WORK ORDER »
All lines in the entries below that hold "rows" make up the answer.

PROVIDED INFORMATION »
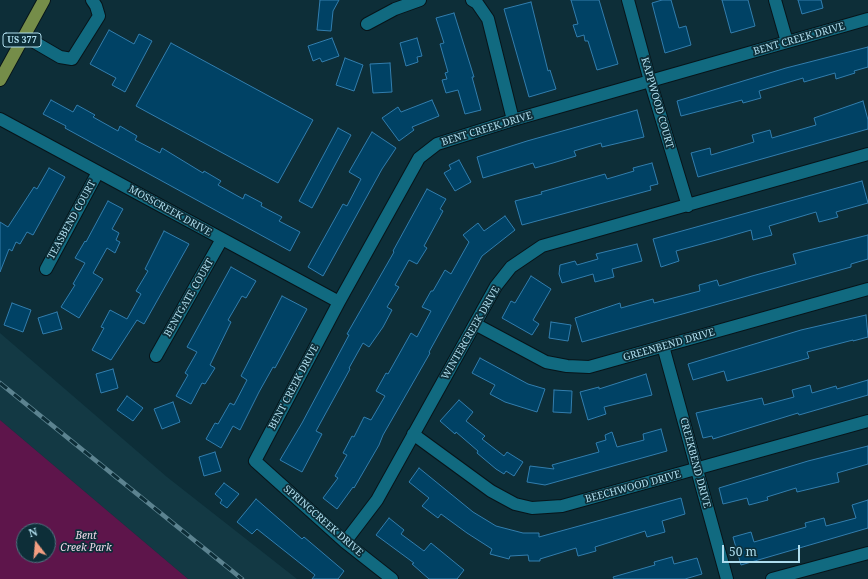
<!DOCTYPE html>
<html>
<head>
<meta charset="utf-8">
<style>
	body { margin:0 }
	#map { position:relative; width:868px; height:579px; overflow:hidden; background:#0d2e38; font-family:"Noto Serif",serif }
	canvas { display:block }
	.north { position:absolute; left:16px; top:523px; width:40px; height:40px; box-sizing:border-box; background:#0d2e38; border:1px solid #4e7480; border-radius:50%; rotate:344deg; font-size:11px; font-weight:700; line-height:16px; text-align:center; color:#afdded }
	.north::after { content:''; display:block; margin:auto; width:14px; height:18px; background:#f39f82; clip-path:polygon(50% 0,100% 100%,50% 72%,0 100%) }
	.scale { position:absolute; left:722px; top:545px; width:78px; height:18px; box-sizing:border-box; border:2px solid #afdded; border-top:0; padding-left:5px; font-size:12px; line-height:14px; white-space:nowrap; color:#afdded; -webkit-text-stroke:3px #0d2e38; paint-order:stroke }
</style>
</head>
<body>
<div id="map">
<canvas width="868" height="579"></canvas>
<div class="north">N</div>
<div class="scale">50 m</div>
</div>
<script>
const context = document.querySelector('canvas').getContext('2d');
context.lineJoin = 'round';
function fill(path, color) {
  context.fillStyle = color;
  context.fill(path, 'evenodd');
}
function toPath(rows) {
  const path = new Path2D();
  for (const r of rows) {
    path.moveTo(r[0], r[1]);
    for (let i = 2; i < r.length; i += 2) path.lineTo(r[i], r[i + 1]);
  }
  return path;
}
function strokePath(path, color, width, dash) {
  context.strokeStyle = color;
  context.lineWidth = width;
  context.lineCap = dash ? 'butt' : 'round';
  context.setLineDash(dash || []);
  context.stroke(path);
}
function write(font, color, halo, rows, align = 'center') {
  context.font = font + ' "Noto Serif",serif';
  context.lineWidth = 3.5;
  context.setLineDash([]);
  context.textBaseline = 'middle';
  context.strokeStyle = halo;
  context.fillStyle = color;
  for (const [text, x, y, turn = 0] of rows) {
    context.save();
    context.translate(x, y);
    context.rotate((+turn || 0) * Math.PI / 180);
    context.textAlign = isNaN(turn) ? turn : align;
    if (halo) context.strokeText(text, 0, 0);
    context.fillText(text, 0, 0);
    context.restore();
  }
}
fill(toPath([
	[0,333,167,477,297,579,188,579,0,420]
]), '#133944');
fill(toPath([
	[0,420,188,579,0,579],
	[24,531,48,531,48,555,24,555]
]), '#5e154b');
const building = toPath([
	[320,0,339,0,333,11,331,31,317,30,320,0],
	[571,0,599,0,618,64,597,70,588,41,585,41,584,35,577,37,573,25,578,24,571,0],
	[662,0,671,0,679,28,686,26,691,45,665,53,652,3,662,0],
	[722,0,748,0,755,26,731,33,722,0],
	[798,0,821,0,823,8,802,14,798,0],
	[531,2,548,71,550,70,556,89,529,97,504,9,531,2],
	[454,13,474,77,472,77,481,110,465,114,458,90,446,93,442,80,447,79,445,73,448,72,440,44,444,43,436,18,454,13],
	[109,30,134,44,139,34,152,41,125,92,112,85,116,78,90,64,109,30],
	[332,38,339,56,322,62,320,58,313,61,308,46,332,38],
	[417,38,422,56,417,57,418,62,406,66,400,43,417,38],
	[171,43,313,120,278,183,136,106,171,43],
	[868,47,868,67,854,71,855,73,836,79,835,73,804,82,803,78,759,91,761,98,743,103,742,100,681,116,677,101,786,68,868,47],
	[345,58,363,65,354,91,336,85,345,58],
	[390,63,392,92,373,93,370,64,390,63],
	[51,100,73,112,77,105,95,115,93,117,118,131,120,126,137,136,135,140,160,153,162,148,203,173,204,171,221,181,218,185,243,199,245,194,262,203,261,206,282,217,279,221,300,232,290,251,65,128,66,126,43,114,51,100],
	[432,100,439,116,412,127,414,130,399,141,382,118,398,107,401,112,432,100],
	[863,101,868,120,868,129,698,177,691,153,710,148,711,155,754,142,752,135,770,130,772,138,816,125,814,118,863,101],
	[637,110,644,137,602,147,601,143,574,151,576,156,553,163,535,168,533,163,483,178,477,157,527,141,637,110],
	[338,128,351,135,312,208,299,201,338,128],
	[372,132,396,148,382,169,323,276,308,267,343,204,347,206,361,179,349,172,372,132],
	[459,160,471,182,455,191,444,173,451,169,449,165,459,160],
	[652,163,658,184,650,186,651,190,522,225,515,201,542,194,541,192,605,174,607,179,634,171,633,168,652,163],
	[49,168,65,177,33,235,27,232,20,244,16,242,12,251,9,249,0,272,0,222,8,227,34,187,37,189,49,168],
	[862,181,868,203,836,212,838,217,819,222,816,212,769,226,772,235,753,240,751,230,720,239,676,251,679,261,661,267,653,239,862,181],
	[427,189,446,199,440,209,443,211,424,246,427,248,417,264,409,260,395,285,399,287,387,307,392,310,383,327,369,347,363,343,349,368,350,369,316,431,322,434,302,472,280,460,302,423,349,335,347,334,394,252,393,251,427,189],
	[108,201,123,209,112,229,119,233,116,240,120,242,115,253,107,248,93,273,103,279,79,318,61,307,75,285,73,284,85,263,75,258,85,241,86,242,108,201],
	[505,216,515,230,482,256,429,352,430,353,383,435,379,445,354,488,353,487,337,509,323,498,338,478,335,476,347,455,343,453,352,436,354,437,364,417,371,420,385,396,376,391,386,373,388,374,411,333,417,337,431,311,422,307,431,291,433,291,445,270,451,274,469,242,463,235,478,223,484,231,505,216],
	[164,231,189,244,144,324,137,320,111,360,92,350,104,328,101,327,110,310,127,319,141,294,136,291,148,271,145,269,164,231],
	[868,235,868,259,851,264,851,267,582,342,575,318,620,303,621,308,653,299,654,303,700,291,699,285,717,280,719,286,752,276,796,264,793,254,868,235],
	[637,244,642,261,612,269,614,277,595,282,593,274,562,283,559,274,560,265,575,261,577,265,598,259,596,254,637,244],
	[231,267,256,281,246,298,242,296,228,320,231,322,210,365,215,368,205,384,202,383,191,404,176,396,188,375,185,373,197,352,187,347,231,267],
	[531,276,551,289,533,320,539,324,532,335,502,318,511,301,515,303,531,276],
	[282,296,307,309,275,368,273,367,259,392,240,430,233,426,221,448,206,439,215,423,218,424,230,403,234,405,247,380,241,376,282,296],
	[12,303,31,310,23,332,4,325,12,303],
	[57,312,62,329,43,334,38,318,57,312],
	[866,315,868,337,853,341,853,340,807,352,809,358,727,381,724,371,693,380,688,364,801,330,866,315],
	[551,322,571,325,568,341,549,338,551,322],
	[480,358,528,384,545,389,537,412,505,402,490,394,495,385,472,373,480,358],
	[113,369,118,388,101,393,96,374,113,369],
	[646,374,652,395,604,407,606,414,588,420,580,392,599,387,599,389,646,374],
	[868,380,868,395,799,415,798,413,713,439,712,436,703,438,696,413,762,398,764,405,794,397,792,390,810,385,812,393,836,386,837,389,868,380],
	[554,390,572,391,571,413,553,412,554,390],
	[127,396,143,408,133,421,117,410,127,396],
	[459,400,473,412,466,421,485,436,482,439,504,456,507,452,523,462,514,476,506,471,504,474,496,469,477,453,478,451,456,432,455,434,440,421,459,400],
	[173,402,180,422,162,429,154,409,173,402],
	[661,429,667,451,545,485,527,482,530,466,554,469,552,465,599,452,596,443,606,440,605,435,612,432,617,447,644,440,643,434,661,429],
	[868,446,868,464,837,473,839,482,797,492,796,488,767,497,768,500,749,505,747,498,723,504,719,488,808,461,868,446],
	[215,452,221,471,204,476,199,457,215,452],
	[419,468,473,512,496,526,523,533,539,533,539,537,681,498,685,514,662,521,665,532,647,537,645,531,595,547,596,551,578,556,576,548,540,559,540,561,529,561,528,555,510,556,509,559,490,554,492,549,467,533,441,514,438,518,422,506,429,498,409,482,419,468],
	[224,483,239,494,227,508,220,503,222,500,215,494,224,483],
	[256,499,302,539,304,537,344,571,338,579,312,579,315,575,257,529,252,534,237,522,256,499],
	[868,500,868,528,741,565,733,537,751,532,754,542,806,527,805,523,824,518,826,526,856,518,852,505,868,500],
	[389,518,404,530,401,534,424,551,431,543,464,570,457,579,429,579,412,564,414,563,376,535,389,518],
	[672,557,674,564,697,558,702,574,685,579,614,579,613,577,655,565,654,562,672,557]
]);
fill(building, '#004265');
strokePath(building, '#327eae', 1);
const minor = toPath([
	[472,0,477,3,488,19,513,120],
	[628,0,650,81,688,206],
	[775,0,787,42],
	[367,24,395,9,420,0],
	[24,36,60,57,72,59,99,16,96,6,92,0],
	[0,119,339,302],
	[46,269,98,172],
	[475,324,546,362,567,366,589,367,868,289],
	[663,346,727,579],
	[156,356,222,239],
	[413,434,491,491,515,504,532,508,562,506,868,421],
	[345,542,377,500,496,286,511,267,542,246,868,154],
	[392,579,345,542,255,461,339,302,419,158,437,144,513,120,868,19],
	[772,579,868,553]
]);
const major = toPath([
	[0,80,44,0]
]);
strokePath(minor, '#071419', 14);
strokePath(major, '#071419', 14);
strokePath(minor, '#116a80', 12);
strokePath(major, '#758d49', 12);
const rail = toPath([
	[0,383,242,579]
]);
strokePath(rail, '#5c8390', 4.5);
strokePath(rail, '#0d2e38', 3, [9]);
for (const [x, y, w] of [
	[22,40,38]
]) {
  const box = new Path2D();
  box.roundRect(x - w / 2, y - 7, w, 14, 3);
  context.fillStyle = '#0d2e38';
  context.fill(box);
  strokePath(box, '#afdded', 1);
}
write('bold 9px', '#afdded', null, [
	["US 377",22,40]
]);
write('10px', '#afdded', '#0d2e38', [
	["BENT CREEK DRIVE",799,39,-16],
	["KAPPWOOD COURT",657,103,74],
	["BENT CREEK DRIVE",487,129,-17],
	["MOSSCREEK DRIVE",170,211,29],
	["TEASBEND COURT",72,220,-61],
	["BENTGATE COURT",189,298,-60],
	["WINTERCREEK DRIVE",471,333,-60],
	["GREENBEND DRIVE",669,345,-16],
	["BENT CREEK DRIVE",294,387,-62],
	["CREEKBEND DRIVE",695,463,75],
	["BEECHWOOD DRIVE",633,487,-15],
	["SPRINGCREEK DRIVE",323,521,41]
]);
write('italic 10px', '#f2d9e9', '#0d2e38', [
	["Bent",86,536],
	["Creek Park",86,548]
]);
</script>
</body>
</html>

TASK SOLUTION »
function toPath(rows) {
  for (const r of rows) {
function write(font, color, halo, rows, align = 'center') {
  for (const [text, x, y, turn = 0] of rows) {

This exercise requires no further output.